**EXERCISE**
When the string "halo" is part of a line below, that line should be copied.

**MATERIAL SHOWN**
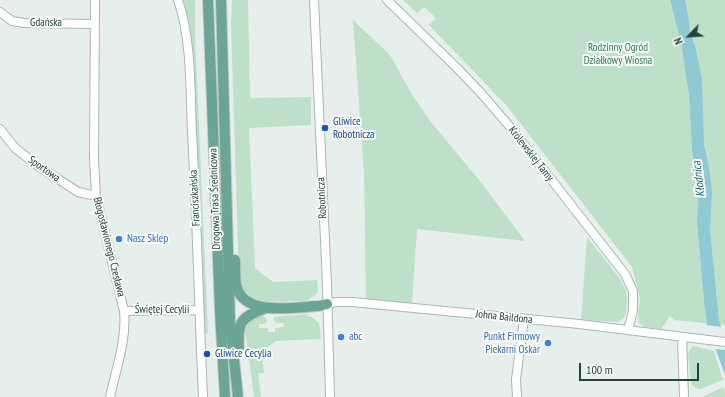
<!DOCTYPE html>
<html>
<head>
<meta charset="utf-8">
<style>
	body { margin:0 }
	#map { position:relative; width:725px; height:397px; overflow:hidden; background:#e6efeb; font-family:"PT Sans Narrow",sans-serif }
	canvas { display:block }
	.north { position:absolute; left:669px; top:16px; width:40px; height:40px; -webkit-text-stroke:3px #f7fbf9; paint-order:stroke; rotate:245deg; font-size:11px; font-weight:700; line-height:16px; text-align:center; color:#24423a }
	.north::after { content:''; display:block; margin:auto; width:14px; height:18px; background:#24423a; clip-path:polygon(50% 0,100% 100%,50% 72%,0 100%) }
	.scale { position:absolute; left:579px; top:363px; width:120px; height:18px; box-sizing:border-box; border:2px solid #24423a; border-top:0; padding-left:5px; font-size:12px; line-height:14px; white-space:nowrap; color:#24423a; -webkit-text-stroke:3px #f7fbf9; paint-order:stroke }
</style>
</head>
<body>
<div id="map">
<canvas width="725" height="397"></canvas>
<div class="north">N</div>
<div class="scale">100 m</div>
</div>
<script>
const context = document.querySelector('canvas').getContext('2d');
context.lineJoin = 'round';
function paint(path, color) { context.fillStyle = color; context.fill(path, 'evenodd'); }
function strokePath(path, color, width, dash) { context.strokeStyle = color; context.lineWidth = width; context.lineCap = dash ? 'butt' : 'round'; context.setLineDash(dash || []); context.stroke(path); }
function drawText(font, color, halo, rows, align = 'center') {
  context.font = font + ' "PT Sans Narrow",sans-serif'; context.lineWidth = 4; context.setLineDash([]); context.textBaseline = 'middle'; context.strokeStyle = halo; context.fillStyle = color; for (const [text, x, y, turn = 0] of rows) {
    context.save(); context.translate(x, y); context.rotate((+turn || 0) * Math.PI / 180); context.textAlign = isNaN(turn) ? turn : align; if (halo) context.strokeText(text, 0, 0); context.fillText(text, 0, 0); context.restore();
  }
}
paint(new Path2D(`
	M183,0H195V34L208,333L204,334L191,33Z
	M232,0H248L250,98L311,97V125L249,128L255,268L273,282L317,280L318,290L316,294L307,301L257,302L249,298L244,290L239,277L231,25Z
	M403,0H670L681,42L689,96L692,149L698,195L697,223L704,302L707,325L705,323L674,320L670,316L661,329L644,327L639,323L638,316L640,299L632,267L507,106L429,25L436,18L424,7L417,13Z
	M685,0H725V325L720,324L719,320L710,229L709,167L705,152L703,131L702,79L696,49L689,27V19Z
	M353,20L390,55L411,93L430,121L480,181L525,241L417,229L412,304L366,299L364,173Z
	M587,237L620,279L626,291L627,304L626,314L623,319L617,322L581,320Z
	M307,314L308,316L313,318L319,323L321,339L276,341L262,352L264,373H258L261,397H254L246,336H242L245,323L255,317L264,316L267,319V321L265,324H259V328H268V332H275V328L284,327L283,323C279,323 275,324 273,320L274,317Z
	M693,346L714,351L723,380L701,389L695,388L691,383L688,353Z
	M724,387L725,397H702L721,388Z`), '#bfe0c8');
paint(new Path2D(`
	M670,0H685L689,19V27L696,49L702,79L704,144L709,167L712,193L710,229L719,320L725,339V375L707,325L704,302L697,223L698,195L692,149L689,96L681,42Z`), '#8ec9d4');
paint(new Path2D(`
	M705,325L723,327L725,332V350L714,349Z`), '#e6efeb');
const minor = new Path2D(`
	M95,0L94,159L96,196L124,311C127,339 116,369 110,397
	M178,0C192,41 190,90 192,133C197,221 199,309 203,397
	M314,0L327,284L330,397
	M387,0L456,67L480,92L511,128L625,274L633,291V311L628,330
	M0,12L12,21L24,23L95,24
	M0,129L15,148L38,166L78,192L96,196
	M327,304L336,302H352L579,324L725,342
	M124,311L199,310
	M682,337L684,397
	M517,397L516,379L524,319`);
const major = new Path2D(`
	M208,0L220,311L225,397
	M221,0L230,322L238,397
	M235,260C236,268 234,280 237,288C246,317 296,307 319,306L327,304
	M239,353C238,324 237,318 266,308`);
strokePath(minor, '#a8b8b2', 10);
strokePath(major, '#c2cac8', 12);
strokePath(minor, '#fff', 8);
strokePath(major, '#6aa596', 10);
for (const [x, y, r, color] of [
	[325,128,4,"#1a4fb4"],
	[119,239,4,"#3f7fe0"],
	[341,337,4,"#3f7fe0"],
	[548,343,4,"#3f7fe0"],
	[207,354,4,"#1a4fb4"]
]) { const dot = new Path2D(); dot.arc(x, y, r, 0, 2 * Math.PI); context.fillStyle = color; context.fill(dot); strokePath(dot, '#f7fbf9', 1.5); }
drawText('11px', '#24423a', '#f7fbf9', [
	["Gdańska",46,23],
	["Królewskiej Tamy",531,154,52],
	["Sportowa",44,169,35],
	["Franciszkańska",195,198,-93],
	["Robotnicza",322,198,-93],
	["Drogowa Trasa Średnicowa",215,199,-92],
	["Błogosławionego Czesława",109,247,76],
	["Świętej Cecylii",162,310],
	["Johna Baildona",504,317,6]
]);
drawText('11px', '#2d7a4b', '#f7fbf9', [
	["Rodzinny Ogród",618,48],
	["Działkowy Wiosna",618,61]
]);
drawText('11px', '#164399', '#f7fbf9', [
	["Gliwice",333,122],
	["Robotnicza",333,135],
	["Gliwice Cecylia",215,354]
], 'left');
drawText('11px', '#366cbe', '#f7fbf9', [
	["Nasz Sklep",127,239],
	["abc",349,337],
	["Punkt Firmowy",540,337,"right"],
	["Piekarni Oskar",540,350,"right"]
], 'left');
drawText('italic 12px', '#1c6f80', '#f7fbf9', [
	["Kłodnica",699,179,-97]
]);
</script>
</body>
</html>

**REPLY**
function drawText(font, color, halo, rows, align = 'center') {
  context.font = font + ' "PT Sans Narrow",sans-serif'; context.lineWidth = 4; context.setLineDash([]); context.textBaseline = 'middle'; context.strokeStyle = halo; context.fillStyle = color; for (const [text, x, y, turn = 0] of rows) {
    context.save(); context.translate(x, y); context.rotate((+turn || 0) * Math.PI / 180); context.textAlign = isNaN(turn) ? turn : align; if (halo) context.strokeText(text, 0, 0); context.fillText(text, 0, 0); context.restore();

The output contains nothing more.